Menurut Alam, pada dasarnya pendidikan adalah untuk
bangsa. Akan tetapi, dengan diberlakukannya UU PT, substansi pendidikan untuk
bangsa, bergeser menjadi pendidikan untuk korporasi. UU PT mengusung semangat
komersialisasi pendidikan. Terbukti dari sejarah, kebijakan ini lahir adalah dari
agenda liberalisasi 12 sektor jasa (termasuk pendidikan) di GATTS. Dengan
diliberalisasikannya pendidikan, berakibat pada melemahnya peran-peran negara
dalam mencerdaskan kehidupan bangsa, sesuai amanat UUD 1945. Pada zaman
kolonial dahulu, pendidikan menjadi faktor utama perlawanan-perlawanan
ideologis dengan melahirkan intelektual-intelektual yang kritis melawan
imperialisme Belanda. Akan tetapi, pendidikan saat ini malah membungkam
kekritisan para intelektual. Mahasiswa yang kritis dipandang oleh birokrasi
kampus sebagai ancaman yang merusak kondisi negara.
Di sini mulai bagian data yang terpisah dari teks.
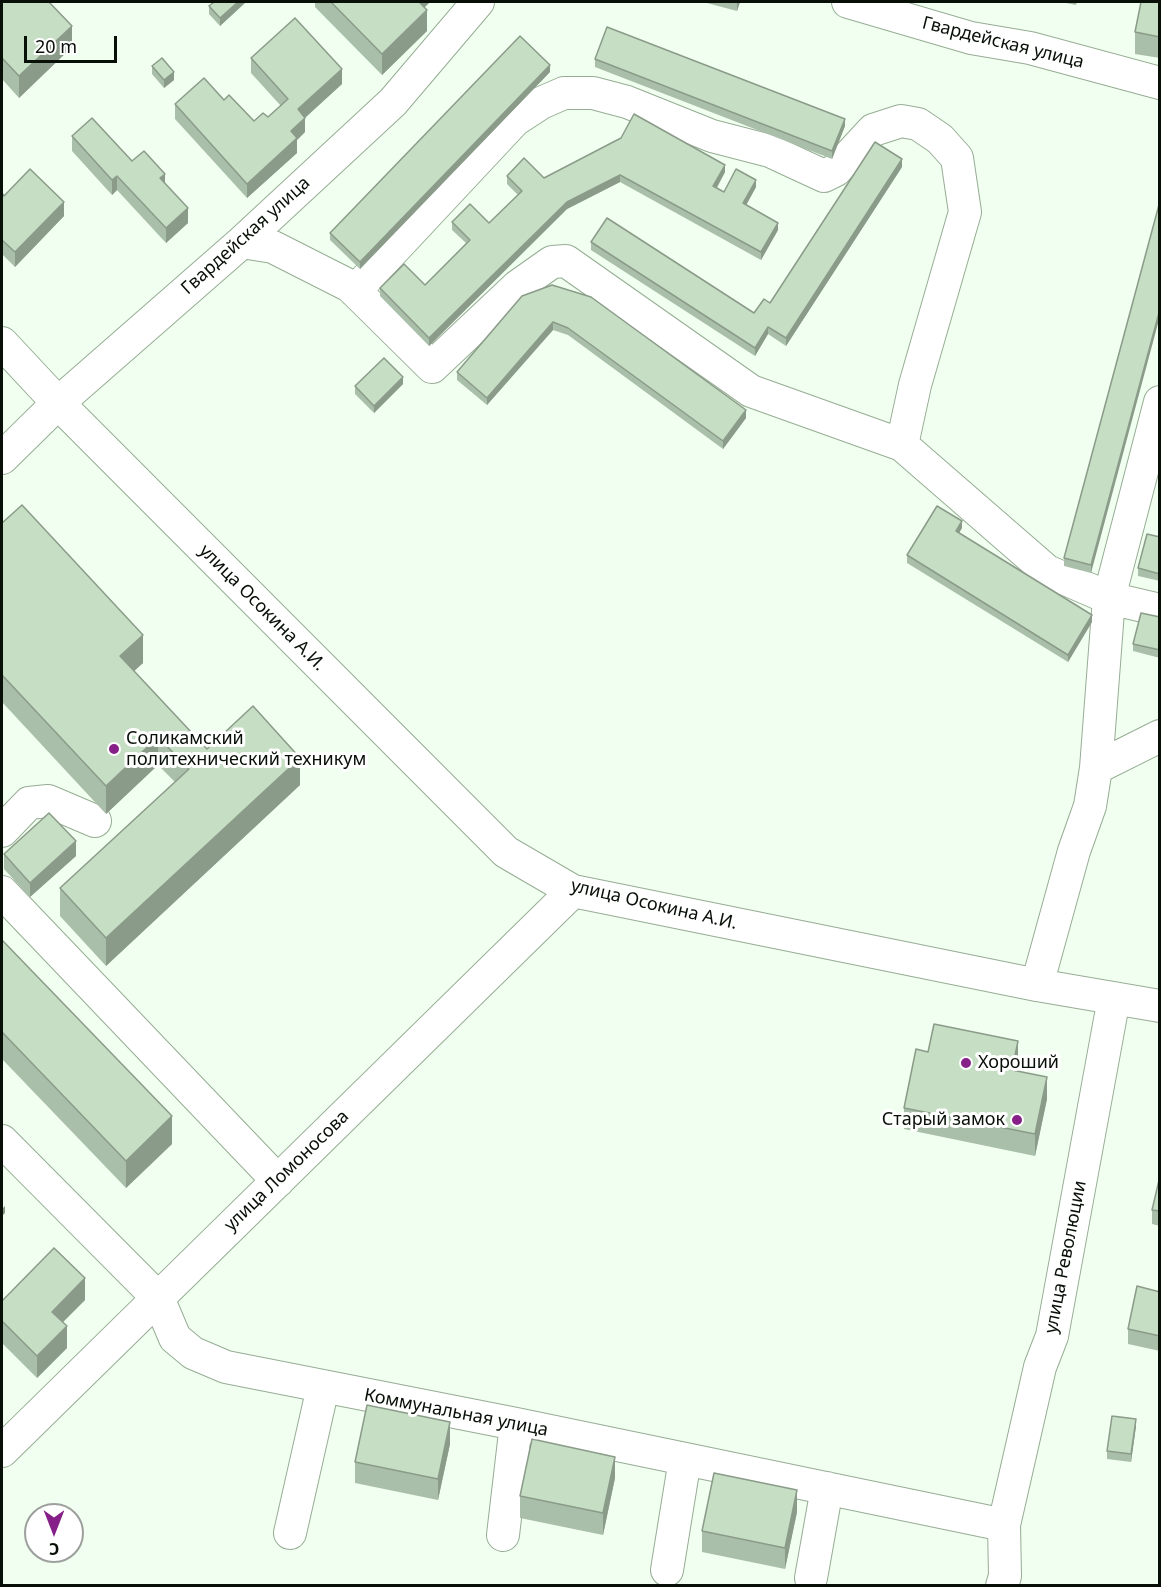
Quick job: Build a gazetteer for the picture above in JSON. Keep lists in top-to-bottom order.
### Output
{
  "streets": {
    "street": [
      "Гвардейская улица",
      "улица Осокина А.И.",
      "улица Ломоносова",
      "улица Революции",
      "Коммунальная улица"
    ]
  },
  "crossings": [
    ["Гвардейская улица", "улица Осокина А.И."],
    ["улица Осокина А.И.", "улица Ломоносова"],
    ["улица Осокина А.И.", "улица Революции"],
    ["улица Ломоносова", "Коммунальная улица"],
    ["улица Революции", "Коммунальная улица"]
  ],
  "places": ["Соликамский политехнический техникум", "Хороший", "Старый замок"],
  "scale_bar": "20 m",
  "north": "bottom"
}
Dalam perspektif yuridis, Sainuddin membahas UU PT
dalam dua garis besar: uji materiil dan uji formil. Di dalam UU PT terdapat
pernyataan tentang otonomi kampus. Kata otonomi ini mengandung makna pelemahan
peran-peran negara dalam menjamin pendidikan rakyatnya, karena dengan
diberlakukannya otonomi kampus maka membawa pendidikan ke arah komersialisasi.
Substansi UU Badan Hukum Pendidikan (BHP) yang sudah dibatalkan oleh Mahkamah
Konstitusi (MK) sama dengan UU PT. Dalam perspektif yuridis, UU yang sudah
dibatalkan oleh MK tidak boleh diberlakukan kembali. Akan tetapi, sampai hari
ini UU PT masih tetap diberlakukan. Ditubuh UU PT juga terdapat berbagai
kontradiksi-kontradiksi. Menurut Sainuddin pula, Pasal 1 sampai 50 UU PT pro
dengan masyarakat sedangkan pada pasal 50 ke atas, UU PT kontra dengan
masyarakat. UU PT juga, tidak mengacu pada UU di atasnya. Yaitu, UUD 1945 pada
alinea ke-empat; mencerdaskan kehidupan bangsa. Rakyat yang miskin dan kurang
pintar tidak dijamin pendidikannya dalam UU PT. Padahal, seharusnya negara
menjamin pendidikan seluruh rakyatnya. Selain itu, UU PT seharusnya tidak perlu
dibuat karena peraturan yang mengatur perguruan tinggi sudah ada sebelumnya
yaitu UU Sisdiknas. Oleh karena UU PT sangat merugikan rakyat Indonesia, maka
mari berangkul bersama melawan kejahatan komersialisasi di dunia pendidikan
berkedok Undang-undang Perguruan Tinggi (UU PT)! []/(ONI)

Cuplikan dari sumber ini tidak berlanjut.